Cuando Hernán Pérez del Pulgar clavó el pergamino en la Sala de los Reyes se abrió una puertecilla lateral y apareció una mujer. Hernán le hizo una cortés reverencia. Ella quedó inmóvil, en esa quietud aparente que suele resolverse en grito. Él reaccionó de inmediato. Se acercó a ella, tapó la boca de la mora con la suya, y la besó. Hubo un momento, solo un momento, de titubeo en la mujer, antes de devolver el beso, atraer al cristiano y hacerle entrar en su cámara. Pérez del Pulgar contempló a la mujer a la luz de los hachones. Era mujer hecha, quizá cuarentona, pero tenía un buen cuerpo. Apetecía. Hernán sonrió. Ella comenzó a desnudarse. Sus pechos eran grandes y pesados con pezones gruesos como granos de café. Sus caderas eran anchas y carnosas. Llevaba el sexo rasurado, según la costumbre mora.

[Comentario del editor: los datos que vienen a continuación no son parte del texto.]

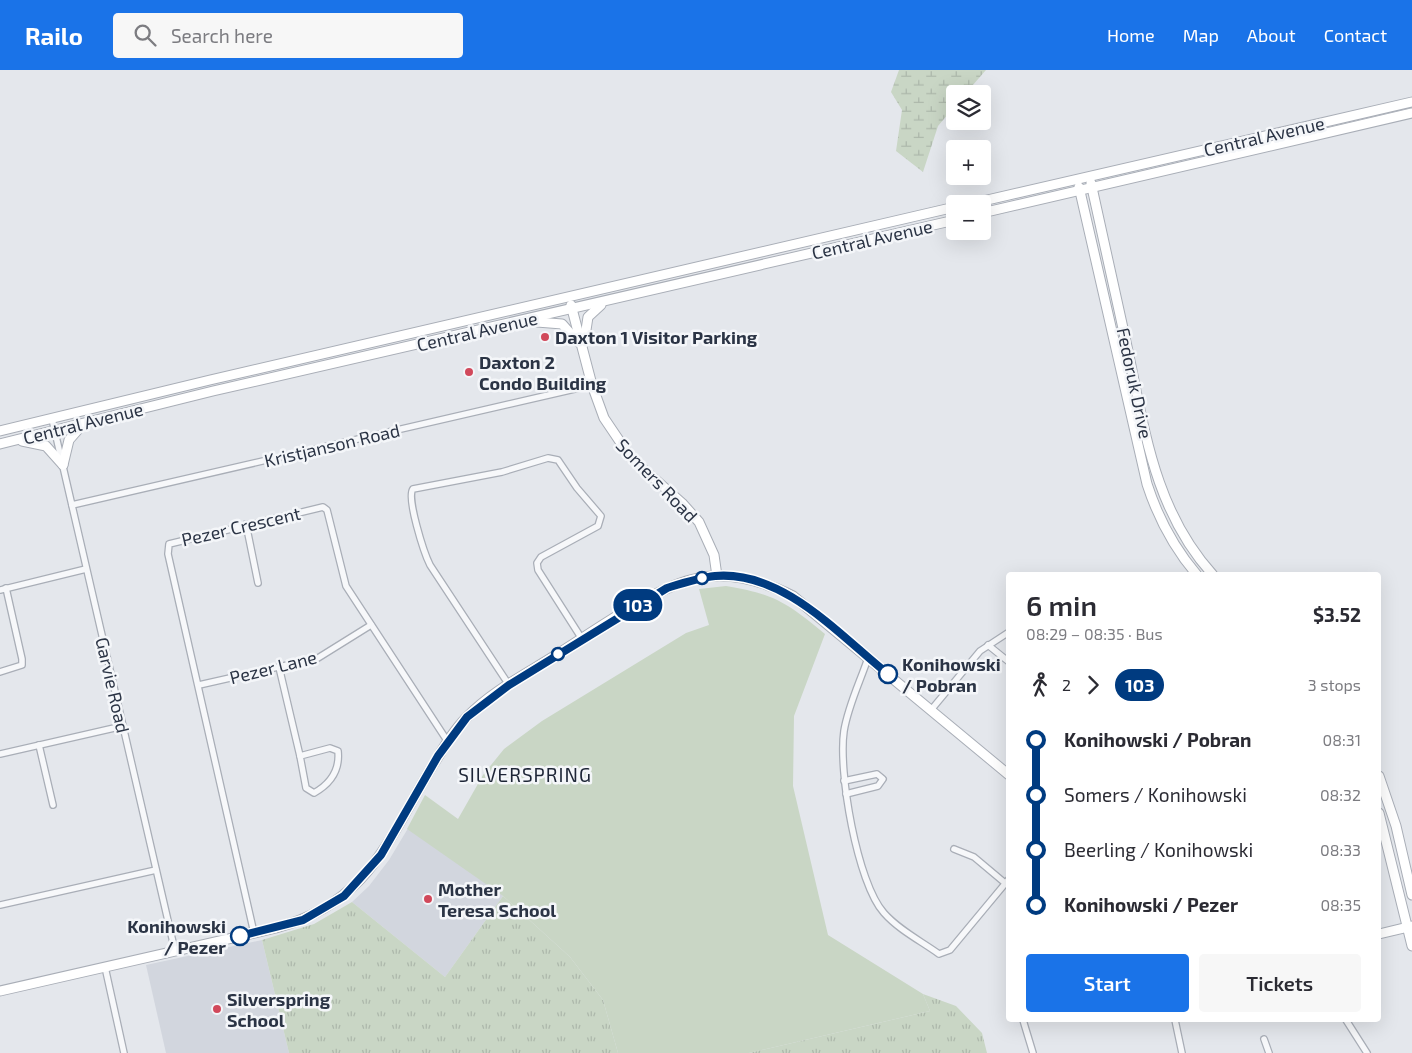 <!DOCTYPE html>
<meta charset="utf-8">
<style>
:root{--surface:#fff;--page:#f7f7f7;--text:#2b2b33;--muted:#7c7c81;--accent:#1a73e8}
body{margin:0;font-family:"Exo 2",sans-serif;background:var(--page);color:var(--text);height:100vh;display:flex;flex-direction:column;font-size:19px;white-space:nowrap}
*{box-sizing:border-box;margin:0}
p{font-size:16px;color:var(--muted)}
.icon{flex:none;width:28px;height:28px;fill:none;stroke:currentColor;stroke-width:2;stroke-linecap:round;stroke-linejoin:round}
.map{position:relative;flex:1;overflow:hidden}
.details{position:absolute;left:1006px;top:502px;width:375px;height:450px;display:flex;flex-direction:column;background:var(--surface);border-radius:5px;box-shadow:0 5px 20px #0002}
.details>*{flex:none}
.badge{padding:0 10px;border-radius:16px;font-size:18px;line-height:32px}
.tools{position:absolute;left:946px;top:15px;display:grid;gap:10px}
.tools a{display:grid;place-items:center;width:45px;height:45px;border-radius:5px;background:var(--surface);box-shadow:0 5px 20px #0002;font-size:25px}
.map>.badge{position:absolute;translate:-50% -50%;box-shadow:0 0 0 2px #fff}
.legs{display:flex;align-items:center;gap:8px;height:55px;padding:0 20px;font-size:16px}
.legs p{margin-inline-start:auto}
.head{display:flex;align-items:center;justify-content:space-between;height:85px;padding:0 20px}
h1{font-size:28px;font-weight:600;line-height:38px}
.action{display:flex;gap:10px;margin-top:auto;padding:10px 20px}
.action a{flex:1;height:58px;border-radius:5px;background:var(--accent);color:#fff;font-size:20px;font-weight:600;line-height:58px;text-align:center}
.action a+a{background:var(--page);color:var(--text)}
ul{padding:0 20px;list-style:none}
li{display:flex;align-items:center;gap:18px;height:55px;font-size:19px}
li i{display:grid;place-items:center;width:8px;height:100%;margin:0 6px;background:currentColor}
li i::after{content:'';width:12px;height:12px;margin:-6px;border:4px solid;border-radius:50%;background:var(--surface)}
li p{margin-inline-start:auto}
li:first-child i{background:linear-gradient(#0000 50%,currentColor 0)}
li:last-child i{background:linear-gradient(currentColor 50%,#0000 0)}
header{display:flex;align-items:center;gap:30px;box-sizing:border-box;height:70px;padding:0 25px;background:var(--accent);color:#fff}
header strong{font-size:24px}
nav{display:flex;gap:28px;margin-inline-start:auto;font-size:18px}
.search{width:350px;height:45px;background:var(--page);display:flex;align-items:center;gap:12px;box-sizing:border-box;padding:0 18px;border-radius:5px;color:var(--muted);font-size:19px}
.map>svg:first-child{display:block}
.built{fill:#d2d6de}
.green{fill:#c9d6c5}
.wetland{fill:url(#wetland-marsh)}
.park{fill:url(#park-tufts)}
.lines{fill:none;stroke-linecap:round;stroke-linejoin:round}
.street-casing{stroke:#a9aeb7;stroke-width:8}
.secondary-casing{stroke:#a9aeb7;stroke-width:11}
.street{stroke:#f7f8fa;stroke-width:5.5}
.secondary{stroke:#fff;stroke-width:9}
.line-1-casing{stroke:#fff;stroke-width:11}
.line-1{stroke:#003b80;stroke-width:8}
.poi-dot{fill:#d1495b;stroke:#f4f6f9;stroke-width:2}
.stop-1-dot{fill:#fff;stroke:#003b80;stroke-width:2.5}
.labels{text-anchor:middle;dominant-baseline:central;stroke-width:5;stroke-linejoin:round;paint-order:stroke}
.street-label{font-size:18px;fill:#2b3445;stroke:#f4f6f9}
.poi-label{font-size:18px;font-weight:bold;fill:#2b3445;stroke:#f4f6f9;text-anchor:start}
.stop-label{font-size:18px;font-weight:bold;fill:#2b3445;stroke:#f4f6f9;text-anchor:start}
.neighbourhood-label{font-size:19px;letter-spacing:1px;fill:#1d2536;stroke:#f4f6f9}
</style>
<header>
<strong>Railo</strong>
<div class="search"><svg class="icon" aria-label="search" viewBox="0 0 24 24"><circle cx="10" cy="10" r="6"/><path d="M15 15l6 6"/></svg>Search here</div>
<nav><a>Home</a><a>Map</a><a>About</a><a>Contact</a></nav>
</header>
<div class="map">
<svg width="1412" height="983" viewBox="0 0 1412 983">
<defs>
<pattern id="wetland-marsh" width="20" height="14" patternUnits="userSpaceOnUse" patternTransform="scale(1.25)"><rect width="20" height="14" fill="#c9d6c5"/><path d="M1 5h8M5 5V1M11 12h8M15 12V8" fill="none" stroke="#adb8ab"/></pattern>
<pattern id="park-tufts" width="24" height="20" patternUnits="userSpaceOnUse" patternTransform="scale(1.25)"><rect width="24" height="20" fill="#c9d6c5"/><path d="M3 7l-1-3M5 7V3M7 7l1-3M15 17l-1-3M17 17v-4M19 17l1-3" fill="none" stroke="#adb8ab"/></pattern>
</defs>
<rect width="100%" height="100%" fill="#e4e7ec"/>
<!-- built -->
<g class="built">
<path d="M410,755L503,826L445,907L352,832L369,816L389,790Z"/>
<path d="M262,870L289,983H166L146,895Z"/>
</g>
<!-- green -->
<path class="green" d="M726,516C775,524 787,533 825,564L794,646L793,716L828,865L923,924L930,941L749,983H618L603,930L570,887L503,826L407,759L425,725L458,749L483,705L504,679L542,651L686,563L709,555L699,519Z"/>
<!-- wetland -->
<path class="wetland" d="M899,0H986L965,24H955V36L938,56L923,102L896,81L902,40L891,22Z"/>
<!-- park -->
<g class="park">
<path d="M503,826L570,887L603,930L618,983H289L262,870L314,854L352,832L445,907Z"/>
<path d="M923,924L956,936L982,963L987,983H749L930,941Z"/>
</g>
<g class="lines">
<!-- street casing -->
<g class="street-casing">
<g id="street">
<path d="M52,349L175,881"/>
<path d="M72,435L592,315"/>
<path d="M246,454L258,513"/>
<path d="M0,520L86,499"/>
<path d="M988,575L1009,592"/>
<path d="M868,588C860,612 848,636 844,661C838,701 857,813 884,843C899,860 921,871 939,884L950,880L1009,809"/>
<path d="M279,597L300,686"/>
<path d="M0,602L22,595V589L6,518"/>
<path d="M199,615L318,588L371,555"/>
<path d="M509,615L430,495C424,483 406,427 413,419L502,402L548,388L558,390L577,418L601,446L598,456L541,487L537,493L538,500L582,569"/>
<path d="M931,640L980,581L1009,562"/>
<path d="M39,675L53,735"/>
<path d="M330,678L338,681C340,700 330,714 314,723L306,718L300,686Z"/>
<path d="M0,684L123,656"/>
<path d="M844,711L877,704L883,709L878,716L846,724"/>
<path d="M954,779L974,787L1005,813"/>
<path d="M0,835L156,800"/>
<path d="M254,863L168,484L169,474L323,437L327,440L346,516L448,672"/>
<path d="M105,897L124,983"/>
<path d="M1023,950L1033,983"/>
<path d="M1175,950L1182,983"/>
<path d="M1346,950L1367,983"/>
<path d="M1264,969L1269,983"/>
</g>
</g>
<!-- secondary casing -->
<g class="secondary-casing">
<g id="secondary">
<path d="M1091,113C1103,169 1116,225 1128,281C1145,362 1155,441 1213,505"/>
<path d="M1079,117L1147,414C1158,448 1174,478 1197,505"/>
<path d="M970,134L1412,32"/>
<path d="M982,143L1412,43"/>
<path d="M571,235L592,315L604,348L631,388L682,433L699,452L714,485L717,506"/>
<path d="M537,252L562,254L578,272"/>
<path d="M584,273L588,247L601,235"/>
<path d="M0,361L210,310L955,137"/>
<path d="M22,371L46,376L63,395"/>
<path d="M0,374L213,321L955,150"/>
<path d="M63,395L69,370L83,354"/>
<path d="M1379,706L1396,756L1412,825"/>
<path d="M1379,743L1412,876"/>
<path d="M1379,864L1412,856"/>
<path d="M0,921L276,858C367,833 386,774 430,700C441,682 452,662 467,647C492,621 526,604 556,585C591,563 629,536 666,519C681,512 701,506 717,506C744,505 769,514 793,526L1009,705"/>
</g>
</g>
<!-- street -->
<use href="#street" class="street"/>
<!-- secondary -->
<use href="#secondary" class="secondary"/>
</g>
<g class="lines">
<!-- line-1 casing -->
<g class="line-1-casing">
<path id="line-1" d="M240,866L303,850L344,826L381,785L438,686L467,647L509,615L667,518C683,513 698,508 715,506C783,500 839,565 888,604"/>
</g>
<!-- line-1 -->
<use href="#line-1" class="line-1"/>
</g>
<!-- markers -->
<g class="poi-dot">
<circle cx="545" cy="267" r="5"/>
<circle cx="469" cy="302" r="5"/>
<circle cx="428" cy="829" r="5"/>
<circle cx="217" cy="939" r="5"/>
</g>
<g class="stop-1-dot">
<circle cx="702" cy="508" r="6"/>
<circle cx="558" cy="584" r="6"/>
<circle cx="888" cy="604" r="9"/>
<circle cx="240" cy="866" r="9"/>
</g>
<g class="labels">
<!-- street labels -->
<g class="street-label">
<text transform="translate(1264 66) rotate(-13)">Central Avenue</text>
<text transform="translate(872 169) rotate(-13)">Central Avenue</text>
<text transform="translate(477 261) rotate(-13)">Central Avenue</text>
<text transform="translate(1135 313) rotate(78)">Fedoruk Drive</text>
<text transform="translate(83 353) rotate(-14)">Central Avenue</text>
<text transform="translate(332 375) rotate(-13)">Kristjanson Road</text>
<text transform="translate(657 410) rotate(46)">Somers Road</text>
<text transform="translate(241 456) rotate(-13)">Pezer Crescent</text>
<text transform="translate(273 597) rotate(-14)">Pezer Lane</text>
<text transform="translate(113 615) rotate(77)">Garvie Road</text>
</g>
<!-- poi labels -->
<g class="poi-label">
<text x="555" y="267">Daxton 1 Visitor Parking</text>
<text x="479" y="292">Daxton 2<tspan x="479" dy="21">Condo Building</tspan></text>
<text x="438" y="819">Mother<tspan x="438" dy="21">Teresa School</tspan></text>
<text x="227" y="929">Silverspring<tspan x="227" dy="21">School</tspan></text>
</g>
<!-- stop labels -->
<g class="stop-label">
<text x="902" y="594">Konihowski<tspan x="902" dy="21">/ Pobran</tspan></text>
<text x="226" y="856" text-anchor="end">Konihowski<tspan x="226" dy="21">/ Pezer</tspan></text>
</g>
<!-- neighbourhood labels -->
<g class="neighbourhood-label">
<text x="525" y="704">SILVERSPRING</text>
</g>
</g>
</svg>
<div class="tools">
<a><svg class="icon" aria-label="layers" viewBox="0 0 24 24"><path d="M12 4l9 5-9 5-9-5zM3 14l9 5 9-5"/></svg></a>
<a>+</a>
<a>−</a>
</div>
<b class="badge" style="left:638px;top:535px;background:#003b80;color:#fff">103</b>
<section class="details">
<div class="head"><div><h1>6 min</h1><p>08:29 – 08:35 · Bus</p></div><b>$3.52</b></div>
<div class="legs"><svg class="icon" aria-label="walk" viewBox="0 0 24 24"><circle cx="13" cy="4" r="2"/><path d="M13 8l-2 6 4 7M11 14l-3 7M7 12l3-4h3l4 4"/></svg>2<svg class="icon" aria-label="forward" viewBox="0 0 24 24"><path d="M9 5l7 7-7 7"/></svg><b class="badge" style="background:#003b80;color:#fff">103</b><p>3 stops</p></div>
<ul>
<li><i style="color:#003b80"></i><b>Konihowski / Pobran</b><p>08:31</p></li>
<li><i style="color:#003b80"></i><span>Somers / Konihowski</span><p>08:32</p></li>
<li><i style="color:#003b80"></i><span>Beerling / Konihowski</span><p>08:33</p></li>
<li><i style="color:#003b80"></i><b>Konihowski / Pezer</b><p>08:35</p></li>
</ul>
<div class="action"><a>Start</a><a>Tickets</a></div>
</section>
</div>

"Ven al lecho, cristiano" murmuró.

Le recibió entre los muslos. El se vació en ella. Una vez. Dos. Tres. Cuatro. Cinco. Seis. Comenzaba a clarear y Hernán suspiró:

"Seguiría contigo, pero va a amanecer".

La Reina madre, porque la Reina madre era la mora que le acogió en su lecho, le besó con dulzura y él volvió al campamento cristiano.

Con este final, Pérez del Pulgar ya tiene mimbres suficientes para ser famoso. Si a alguien se envidia en nuestra España es a un triunfador con el mujerío que además resulta ser un semental. Pero, ¿por qué no? Todavía cabe dar una vuelta de tuerca más a la historia:

Cuando el caballero Pérez del Pulgar y la Reina se alzaron del lecho, él dio con el codo no supo bien dónde e hizo caer unos pergaminos escritos en árabe.

"¿Y esto?" preguntó.

La Reina se encogió de hombros con desaliento.

"Granada está perdida –musitó- No tenemos solución. Me haría feliz pronunciar, en la derrota, una frase que me hiciera famosa. Llevo cuatro días cavilando y escribiendo en los pergaminos cuánto se me ocurre, pero ninguna frase me convence. Por supuesto mi hijo Boabdil no sabe nada de esto. Si se lo comentara, se echaría a llorar. Mi hijo tiene la lágrima fácil".

"¿Y por qué –pensó Hernán en voz alta- no le dices a tu hijo cuando salgáis de Granada "Llora como mujer lo que no supiste defender como hombre"?"

La Reina sonrió de oreja a oreja.

"Sí. Eso haré."

Al pronunciar esa frase meses después, la madre de Boabdil ingresó en la Historia en la categoría de famosos. Hernán Pérez del Pulgar ni por esas. Ni por lo que hizo, ni por la leyenda y menos porque yo lo haya escogido como protagonista de este relato y me haya inventado un par de cosas. Hay quien nace con estrella y quien nace estrellado.

Amigo Pérez del Pulgar, cuentas con toda mi simpatía, aunque te hayas quedado en famoso frustrado. Dios te tenga en su gloria.